4.      Unified command. Integration of data center staff members into the unified command aids the Incident Commander (IC) with tactical considerations and finalizing the incident action plan (IAP). The IC seeks to account for all employees and determine if any are injured. The IC also seeks to verify where the fire alarm is sounding, and what fire suppression systems, gas detection and building systems are onsite and if they have activated.

5.      Building camera access. Interior video feeds are critical for incident size-up. Having the ability to see if the battery modules in thermal runaway can help firefighters determine where and when to enter the building. It also allows the building engineer to provide directions for the interior crews without having to enter an immediately dangerous to life or health (IDLH) atmosphere. 

Figure 2. Entrance to the Loudoun County Combined Fire and Rescue System

Due to the challenges outlined in this article, the Loudoun County Combined Fire and Rescue System (LCCFRS) has developed a data center emergency response manual.
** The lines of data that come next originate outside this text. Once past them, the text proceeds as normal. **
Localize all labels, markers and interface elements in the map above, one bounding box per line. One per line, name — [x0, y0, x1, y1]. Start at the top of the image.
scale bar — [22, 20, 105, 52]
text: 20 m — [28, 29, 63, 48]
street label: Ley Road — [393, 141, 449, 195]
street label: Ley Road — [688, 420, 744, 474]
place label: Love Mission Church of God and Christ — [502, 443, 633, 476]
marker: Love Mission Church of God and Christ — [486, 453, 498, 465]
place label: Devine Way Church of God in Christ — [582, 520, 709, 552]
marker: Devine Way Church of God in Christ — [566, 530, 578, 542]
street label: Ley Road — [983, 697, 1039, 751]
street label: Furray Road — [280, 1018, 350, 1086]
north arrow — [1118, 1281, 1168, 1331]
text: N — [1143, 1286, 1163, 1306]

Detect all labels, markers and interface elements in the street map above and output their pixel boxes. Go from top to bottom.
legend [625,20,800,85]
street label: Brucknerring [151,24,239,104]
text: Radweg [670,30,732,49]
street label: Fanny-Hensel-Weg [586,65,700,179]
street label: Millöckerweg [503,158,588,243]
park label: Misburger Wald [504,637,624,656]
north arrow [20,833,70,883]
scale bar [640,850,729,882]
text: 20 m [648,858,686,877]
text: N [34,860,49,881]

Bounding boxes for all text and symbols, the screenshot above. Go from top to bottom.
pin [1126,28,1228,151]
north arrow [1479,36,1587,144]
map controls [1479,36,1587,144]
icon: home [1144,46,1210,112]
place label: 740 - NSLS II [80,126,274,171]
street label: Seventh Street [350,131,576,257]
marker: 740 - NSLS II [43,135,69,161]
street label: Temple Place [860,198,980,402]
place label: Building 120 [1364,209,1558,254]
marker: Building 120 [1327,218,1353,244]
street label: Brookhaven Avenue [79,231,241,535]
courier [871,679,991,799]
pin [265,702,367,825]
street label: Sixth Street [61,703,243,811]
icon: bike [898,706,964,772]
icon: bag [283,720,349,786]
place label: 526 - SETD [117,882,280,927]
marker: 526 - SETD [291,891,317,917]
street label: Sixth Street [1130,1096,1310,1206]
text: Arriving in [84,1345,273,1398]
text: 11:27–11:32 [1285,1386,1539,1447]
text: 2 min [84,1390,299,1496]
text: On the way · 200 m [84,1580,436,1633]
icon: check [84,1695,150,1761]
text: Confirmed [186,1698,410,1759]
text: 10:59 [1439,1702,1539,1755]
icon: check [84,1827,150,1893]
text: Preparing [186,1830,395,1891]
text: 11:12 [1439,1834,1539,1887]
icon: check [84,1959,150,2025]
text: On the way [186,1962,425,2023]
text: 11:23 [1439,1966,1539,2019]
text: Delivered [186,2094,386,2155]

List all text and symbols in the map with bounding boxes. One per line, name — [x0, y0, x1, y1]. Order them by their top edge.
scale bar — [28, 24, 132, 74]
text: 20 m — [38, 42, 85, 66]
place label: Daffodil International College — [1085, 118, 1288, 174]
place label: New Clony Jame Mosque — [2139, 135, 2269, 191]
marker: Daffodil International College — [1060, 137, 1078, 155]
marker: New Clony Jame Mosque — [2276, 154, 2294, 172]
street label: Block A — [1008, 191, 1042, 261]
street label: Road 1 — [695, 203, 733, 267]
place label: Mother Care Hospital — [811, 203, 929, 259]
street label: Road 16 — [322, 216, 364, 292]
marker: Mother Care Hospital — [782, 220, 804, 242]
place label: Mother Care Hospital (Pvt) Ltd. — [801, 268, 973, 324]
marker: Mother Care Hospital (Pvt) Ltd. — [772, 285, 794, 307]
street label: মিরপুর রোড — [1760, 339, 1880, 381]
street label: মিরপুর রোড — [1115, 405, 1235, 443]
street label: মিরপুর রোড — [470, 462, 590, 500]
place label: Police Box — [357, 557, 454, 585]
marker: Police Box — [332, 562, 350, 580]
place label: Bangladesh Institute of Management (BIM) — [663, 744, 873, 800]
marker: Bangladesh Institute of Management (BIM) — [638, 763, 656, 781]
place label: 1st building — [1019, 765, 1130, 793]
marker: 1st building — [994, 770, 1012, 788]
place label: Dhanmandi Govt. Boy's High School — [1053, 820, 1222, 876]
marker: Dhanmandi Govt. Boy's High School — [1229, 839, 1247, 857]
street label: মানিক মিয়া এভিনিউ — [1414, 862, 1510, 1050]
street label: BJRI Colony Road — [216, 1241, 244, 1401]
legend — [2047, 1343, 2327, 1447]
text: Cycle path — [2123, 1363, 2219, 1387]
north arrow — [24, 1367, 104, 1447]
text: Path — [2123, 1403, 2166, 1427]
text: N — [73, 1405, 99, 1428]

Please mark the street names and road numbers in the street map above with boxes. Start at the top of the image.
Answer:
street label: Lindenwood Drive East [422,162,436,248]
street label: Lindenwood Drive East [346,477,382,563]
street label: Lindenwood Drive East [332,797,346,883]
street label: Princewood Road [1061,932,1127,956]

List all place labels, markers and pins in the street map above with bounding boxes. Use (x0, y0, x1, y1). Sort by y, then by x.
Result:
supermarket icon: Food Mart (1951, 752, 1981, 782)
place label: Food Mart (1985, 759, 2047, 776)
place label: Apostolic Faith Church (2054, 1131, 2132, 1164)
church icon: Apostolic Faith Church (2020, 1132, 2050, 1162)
Loudoun County is considered the “Data Center Capital of the World” and is home to more than 200 hundred data centers operated by the world’s largest data center companies. 

LCCFRS is leading an initiative to develop emergency response considerations and guides for data centers for first responders. LCCFRS is currently working directly with the data center coalition and large data center companies to better understand these complex facilities, including proprietary building systems and security measures. In addition, LCCFRS is also working with the lead safety professionals at these facilities to provide their employees with an interactive fire safety plan. The goal is to ensure that everyone goes home. 

First printed in the June 2023 edition of Security Technology.

Adam Barowy is a research engineer at the UL Fire Safety Research Institute (FSRI) where he researches fire and explosion hazards from lithium-ion batteries. Barowy works with the fire service to improve situational awareness and develop effective strategies for mitigating hazards at lithium-ion incidents. He has developed UL Standards and Test Methods, and evaluated emerging fire hazards, and new and innovative fire protection solutions. Barowy advanced UL’s capabilities for evaluating the fire safety of energy storage technologies and led UL's large scale battery fire testing program. His career started at NIST where he conducted burns of acquired structures to enable improved firefighting tactics, reconstructed LODD/injury fire incidents and evaluated firefighting equipment. Barowy holds an MS in Fire Protection Engineering from WPI and B.S. in Mechanical Engineering from UMass Amherst.

Jasen Dodson is the emerging technologies battalion chief for Loudoun County Fire and Rescue and is currently assigned to the Data Center Alley of Loudoun County.  Dodson has served the department for 20 years. He has been a hazmat technician for 19 years, served as the safety officer for LCFR and the National Medical Response Team DC-1 (State of the Unions and Presidential Inaugurations deployments). Dodson was the author of the Loudoun County Fire and Rescue Fire Station Design Manual and is currently the chairman of the Northern Virginia Emergency Response System (NVERS) Emerging Technologies Work Group and sits on the Council of Governments (COG) ESS/EV Committee. The NVERS Emerging Technologies Work Group is currently reviewing the Data Center Response Manual, researching, and developing training programs for data centers, energy storage systems, electric vehicles, photovoltaic, wind, alternative energy sources (hydrogen), and hazard mitigation.